*** DATASET EXCERPTS ***

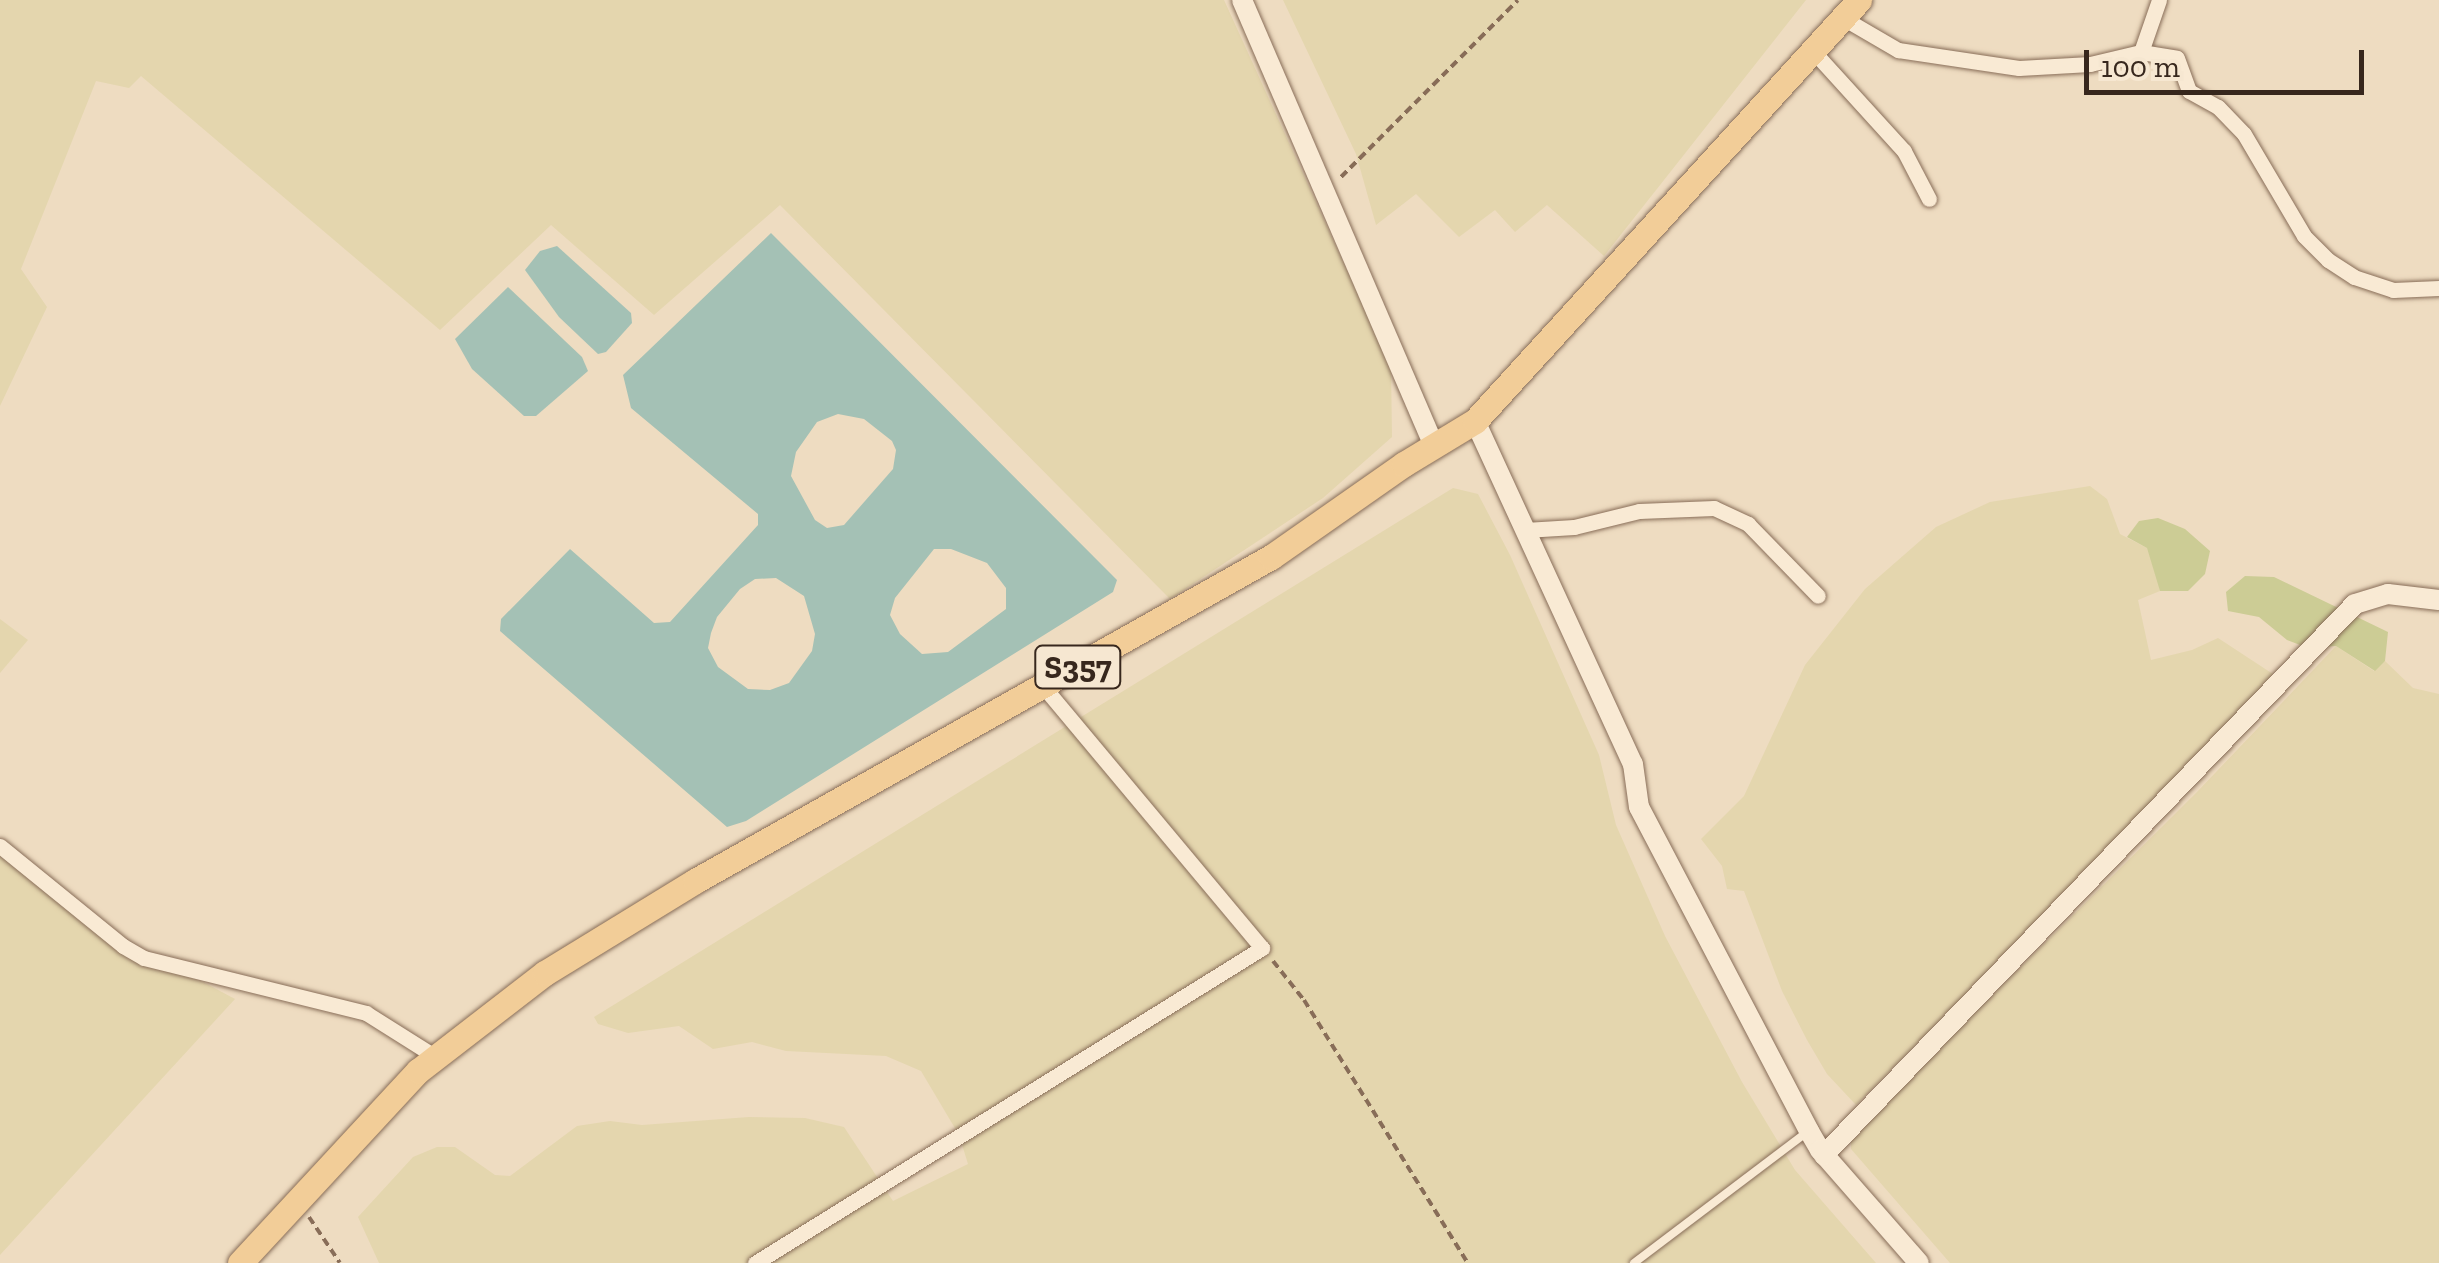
<!DOCTYPE html>
<style>
body{margin:0}
#map{position:relative;width:2439px;height:1263px;overflow:hidden;background:#eedcc1;font-family:"Zilla Slab",serif}
div>[style]{position:absolute}
.farmland>*{inset:0;background:#e4d6ae}
.green>*{inset:0;background:#cccc95}
.water>*{inset:0;background:#a4c1b5}
.path>*{height:4px;margin-top:-2px;transform-origin:0;background:repeating-linear-gradient(90deg,#886d58 0 8px,transparent 0 13px)}
.roads{filter:drop-shadow(0 0 2px #886d58) drop-shadow(0 0 2px #886d58)}
.service>*{height:8px;margin:-4px;padding:0 4px;transform-origin:4px;border-radius:4px;background:#f9ead4}
.minor>*{height:15px;margin:-7.5px;padding:0 7.5px;transform-origin:7.5px;border-radius:7.5px;background:#f9ead4}
.tertiary>*{height:20px;margin:-10px;padding:0 10px;transform-origin:10px;border-radius:10px;background:#f9ead4}
.primary>*{height:25px;margin:-12.5px;padding:0 12.5px;transform-origin:12.5px;border-radius:12.5px;background:#f2cd98}
span{translate:-50% -50%;white-space:nowrap;text-align:center;line-height:1.15;-webkit-text-stroke:10px #f6e7d1;paint-order:stroke}
.shield-label span{padding:2px 8px;background:#f6e7d1;border:2px solid;border-radius:8px;-webkit-text-stroke-width:0}
.shield-label{font-size:32px;color:#37271d;font-weight:700}
.scale{position:absolute;left:2084px;top:50px;width:280px;height:45px;box-sizing:border-box;border:5px solid #37271d;border-top:0;padding-left:12px;font-size:30px;line-height:35px;white-space:nowrap;color:#37271d;-webkit-text-stroke:8px #f6e7d1;paint-order:stroke}
</style>
<div id="map">
<div class="farmland">
<i style="clip-path:polygon(0 0,1224px 0,1391px 367px,1392px 437px,1323px 498px,1170px 599px,780px 205px,654px 315px,551px 225px,440px 330px,141px 76px,129px 88px,96px 81px,21px 269px,47px 307px,0 406px)"></i>
<i style="clip-path:polygon(1283px 0,1806px 0,1604px 256px,1547px 205px,1515px 232px,1495px 210px,1459px 237px,1416px 194px,1376px 225px,1356px 154px)"></i>
<i style="clip-path:polygon(2090px 486px,2107px 499px,2120px 534px,2147px 548px,2158px 576px,2160px 591px,2138px 600px,2151px 660px,2192px 650px,2218px 638px,2279px 678px,1856px 1105px,1827px 1074px,1807px 1040px,1782px 991px,1744px 891px,1727px 889px,1722px 866px,1701px 839px,1744px 796px,1805px 665px,1865px 589px,1936px 527px,1990px 502px)"></i>
<i style="clip-path:polygon(1453px 488px,1478px 494px,1510px 555px,1599px 755px,1616px 825px,1665px 936px,1742px 1082px,1795px 1170px,1876px 1263px,379px 1263px,358px 1217px,413px 1157px,437px 1147px,455px 1147px,495px 1175px,510px 1176px,577px 1126px,610px 1121px,642px 1125px,749px 1117px,805px 1118px,844px 1127px,893px 1201px,968px 1164px,959px 1135px,921px 1071px,886px 1056px,786px 1051px,752px 1042px,713px 1049px,679px 1026px,628px 1033px,598px 1024px,594px 1017px)"></i>
<i style="clip-path:polygon(0 619px,28px 640px,0 673px)"></i>
<i style="clip-path:polygon(2336px 646px,2374px 671px,2385px 661px,2413px 688px,2439px 694px,2439px 1263px,1950px 1263px,1851px 1149px,1851px 1136px,2197px 792px)"></i>
<i style="clip-path:polygon(0 853px,131px 958px,190px 975px,235px 999px,0 1255px)"></i>
</div>
<div class="green">
<i style="clip-path:polygon(2158px 518px,2185px 529px,2210px 551px,2205px 574px,2188px 591px,2160px 591px,2147px 548px,2127px 537px,2139px 521px)"></i>
<i style="clip-path:polygon(2245px 576px,2274px 577px,2388px 632px,2385px 661px,2375px 671px,2336px 646px,2308px 648px,2287px 640px,2259px 617px,2228px 611px,2226px 592px)"></i>
</div>
<div class="water">
<i style="clip-path:polygon(evenodd,771px 233px,1117px 580px,1113px 592px,746px 821px,727px 827px,500px 631px,501px 619px,570px 549px,654px 623px,670px 622px,758px 525px,758px 514px,631px 408px,623px 375px,771px 233px,838px 414px,864px 419px,892px 441px,896px 450px,893px 469px,844px 525px,827px 528px,815px 520px,791px 476px,796px 452px,817px 422px,838px 414px,771px 233px,934px 549px,951px 549px,987px 563px,1006px 588px,1006px 609px,948px 652px,922px 654px,900px 634px,890px 615px,895px 598px,934px 549px,771px 233px,776px 578px,804px 596px,815px 634px,812px 651px,789px 683px,770px 690px,748px 689px,718px 667px,708px 648px,711px 633px,717px 617px,740px 589px,755px 579px,776px 578px)"></i>
<i style="clip-path:polygon(557px 246px,631px 313px,632px 323px,606px 352px,598px 354px,559px 317px,525px 270px,540px 251px)"></i>
<i style="clip-path:polygon(508px 287px,582px 357px,588px 371px,536px 416px,524px 416px,472px 369px,455px 339px)"></i>
</div>
<div class="path">
<i style="left:1341px;top:177px;width:250px;rotate:-45deg"></i>
<i style="left:1273px;top:961px;width:50px;rotate:51.5deg"></i>
<i style="left:1304px;top:1000px;width:310px;rotate:58.1deg"></i>
<i style="left:309px;top:1217px;width:55px;rotate:56deg"></i>
</div>
<div class="roads">
<div class="service">
<i style="left:1634px;top:1263px;width:216px;rotate:-37.1deg"></i>
</div>
<div class="minor">
<i style="left:1843px;top:18px;width:64px;rotate:30.2deg"></i>
<i style="left:1898px;top:50px;width:122px;rotate:8.5deg"></i>
<i style="left:2019px;top:68px;width:71px;rotate:-3.2deg"></i>
<i style="left:2090px;top:64px;width:52px;rotate:-13.2deg"></i>
<i style="left:2141px;top:52px;width:36px;rotate:9deg"></i>
<i style="left:2177px;top:58px;width:35px;rotate:70deg"></i>
<i style="left:2189px;top:91px;width:33px;rotate:29deg"></i>
<i style="left:2218px;top:107px;width:37px;rotate:46deg"></i>
<i style="left:2244px;top:134px;width:118px;rotate:59.5deg"></i>
<i style="left:2304px;top:236px;width:34px;rotate:45deg"></i>
<i style="left:2328px;top:260px;width:31px;rotate:33deg"></i>
<i style="left:2354px;top:277px;width:41px;rotate:18.4deg"></i>
<i style="left:2393px;top:290px;width:46px;rotate:-2.5deg"></i>
<i style="left:1813px;top:51px;width:135px;rotate:47.7deg"></i>
<i style="left:1904px;top:151px;width:54px;rotate:62.5deg"></i>
<i style="left:2141px;top:52px;width:55px;rotate:-70.9deg"></i>
<i style="left:1525px;top:530px;width:49px;rotate:-3.5deg"></i>
<i style="left:1574px;top:527px;width:67px;rotate:-13.8deg"></i>
<i style="left:1639px;top:511px;width:75px;rotate:-2.3deg"></i>
<i style="left:1714px;top:508px;width:38px;rotate:25deg"></i>
<i style="left:1748px;top:524px;width:100px;rotate:45.8deg"></i>
<i style="left:0;top:846px;width:159px;rotate:39.1deg"></i>
<i style="left:123px;top:946px;width:24px;rotate:30deg"></i>
<i style="left:144px;top:958px;width:229px;rotate:13.9deg"></i>
<i style="left:366px;top:1013px;width:83px;rotate:32.2deg"></i>
<i style="left:755px;top:1263px;width:597px;rotate:-31.85deg"></i>
<i style="left:1262px;top:948px;width:341px;rotate:-129.9deg"></i>
</div>
<div class="tertiary">
<i style="left:1242px;top:0;width:486px;rotate:66.7deg"></i>
<i style="left:1475px;top:421px;width:378px;rotate:65.3deg"></i>
<i style="left:1633px;top:764px;width:43px;rotate:82.1deg"></i>
<i style="left:1639px;top:807px;width:366px;rotate:62.3deg"></i>
<i style="left:1809px;top:1131px;width:22px;rotate:60deg"></i>
<i style="left:1820px;top:1150px;width:150px;rotate:48.8deg"></i>
<i style="left:1824px;top:1155px;width:765px;rotate:-46.06deg"></i>
<i style="left:2355px;top:604px;width:34px;rotate:-17deg"></i>
<i style="left:2388px;top:594px;width:51px;rotate:6.7deg"></i>
</div>
<div class="primary">
<i style="left:240px;top:1263px;width:262px;rotate:-47.2deg"></i>
<i style="left:418px;top:1071px;width:160px;rotate:-37.7deg"></i>
<i style="left:545px;top:973px;width:176px;rotate:-31.5deg"></i>
<i style="left:695px;top:881px;width:661px;rotate:-29.36deg"></i>
<i style="left:1271px;top:557px;width:162px;rotate:-35deg"></i>
<i style="left:1404px;top:464px;width:83px;rotate:-31.2deg"></i>
<i style="left:1475px;top:421px;width:570px;rotate:-47.63deg"></i>
</div>
</div>
<div class="shield-label">
<span style="left:1078px;top:667px">S357</span>
</div>
<div class="scale">100 m</div>
</div>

*** End of DATASET EXCERPTS ***

ASSIGNMENT: After dropping the pictures, reproduce exactly the lines from the first line of the entries through the line containing "2px #886d58) drop-shadow(0", both included.

TASK SOLUTION:
<!DOCTYPE html>
<style>
body{margin:0}
#map{position:relative;width:2439px;height:1263px;overflow:hidden;background:#eedcc1;font-family:"Zilla Slab",serif}
div>[style]{position:absolute}
.farmland>*{inset:0;background:#e4d6ae}
.green>*{inset:0;background:#cccc95}
.water>*{inset:0;background:#a4c1b5}
.path>*{height:4px;margin-top:-2px;transform-origin:0;background:repeating-linear-gradient(90deg,#886d58 0 8px,transparent 0 13px)}
.roads{filter:drop-shadow(0 0 2px #886d58) drop-shadow(0 0 2px #886d58)}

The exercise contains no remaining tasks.